Prevalence of predatory journals in OpenAlex
Introduction
In the brief time since its founding in 2022, the open scholarly publications database OpenAlex (Priem, Piwowar, and Orr 2022) has established itself as a leading alternative to commercial competitors due to its broad coverage of literature, free access to basic data and services, and quick developmental improvements. Its vendor, the non-profit OurResearch, has also been successful at securing financial support, which built confidence in users about the long-term viability and availability of OpenAlex. Despite its ongoing development and the accompanying frequent changes in data, OpenAlex has been studied as to its suitability as a data source for science studies (Alperin et al. 2024; Culbert et al. 2025; Thelwall and Jiang 2025; Hauschke and Nazarovets 2025; Céspedes et al. 2025; Zhang et al. 2024; Scheidsteger, Haunschild, and Bornmann 2025).
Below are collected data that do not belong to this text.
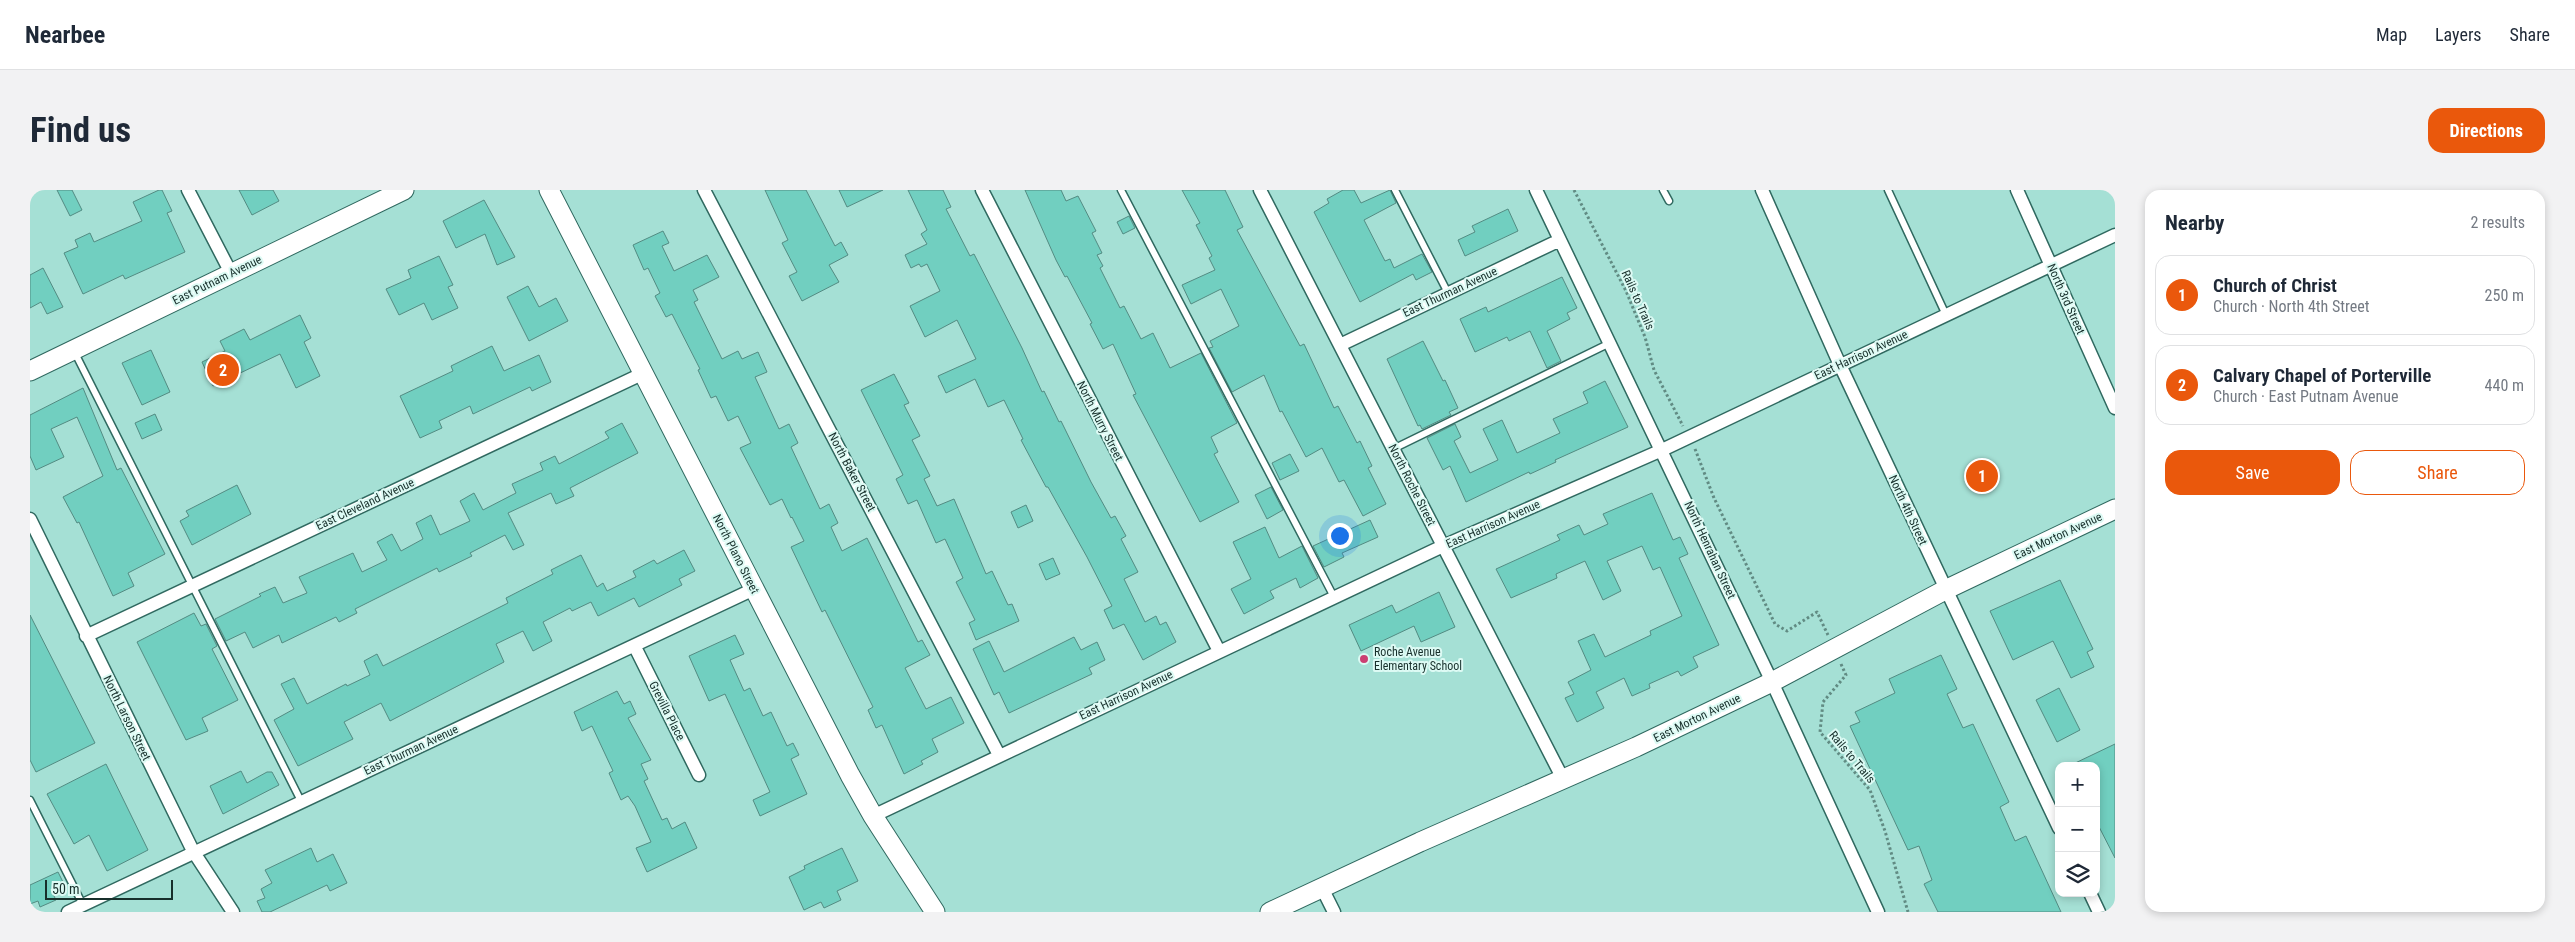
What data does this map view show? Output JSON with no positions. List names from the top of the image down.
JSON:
{
  "streets": {
    "main road": ["East Putnam Avenue", "East Morton Avenue", "North Plano Street"],
    "street": [
      "East Thurman Avenue",
      "North 3rd Street",
      "East Harrison Avenue",
      "North Murry Street",
      "North Baker Street",
      "North Roche Street",
      "East Cleveland Avenue",
      "North 4th Street",
      "North Henrahan Street",
      "Grevilla Place",
      "North Larson Street"
    ],
    "path": ["Rails to Trails"]
  },
  "crossings": [
    ["East Thurman Avenue", "North Roche Street"],
    ["East Thurman Avenue", "North Henrahan Street"],
    ["East Thurman Avenue", "North Plano Street"],
    ["East Thurman Avenue", "Grevilla Place"],
    ["East Thurman Avenue", "North Larson Street"],
    ["North 3rd Street", "East Harrison Avenue"],
    ["East Harrison Avenue", "North Murry Street"],
    ["East Harrison Avenue", "North Baker Street"],
    ["East Harrison Avenue", "North Roche Street"],
    ["East Harrison Avenue", "North 4th Street"],
    ["East Harrison Avenue", "North Henrahan Street"],
    ["East Harrison Avenue", "North Plano Street"],
    ["North Roche Street", "East Morton Avenue"],
    ["East Cleveland Avenue", "North Plano Street"],
    ["East Cleveland Avenue", "North Larson Street"],
    ["North 4th Street", "East Morton Avenue"],
    ["East Morton Avenue", "North Henrahan Street"]
  ],
  "places": ["Roche Avenue Elementary School"],
  "scale_bar": "50 m",
  "page": {
    "header": "Nearbee",
    "nav": ["Map", "Layers", "Share"],
    "buttons": [
      "Directions",
      ["Save", "Share"]
    ],
    "title": "Find us",
    "heading": ["Nearby", "2 results"],
    "list": [
      {
        "mark": "1",
        "name": "Church of Christ",
        "note": "Church · North 4th Street",
        "value": "250 m"
      },
      {
        "mark": "2",
        "name": "Calvary Chapel of Porterville",
        "note": "Church · East Putnam Avenue",
        "value": "440 m"
      }
    ],
    "pins": ["2", "1"],
    "map_buttons": ["+", "−"],
    "scale": "50 m"
  }
}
OpenAlex is named after the Great Library of Alexandria of Ptolemaic Egypt of Antiquity. The Great Library is said to have obtained its unprecedented collection by various means, not refraining from seizing any books found on ships entering the city’s port (Phillips 2010). Its administrators went to such lengths because their goal was to obtain a copy of every book ever written. OpenAlex is no less ambitious than its namesake in what it seeks to cover in its catalog, stating: “We strive to be as comprehensive and inclusive as possible, especially for works in other languages and the Global South.”1 OpenAlex has already succeeded in amassing a huge database of metadata on scholarly publications on the basis of the principles of comprehensiveness and inclusivity of content. OpenAlex accomplishes that by indexing all content from large sources like CrossRef and by web crawls.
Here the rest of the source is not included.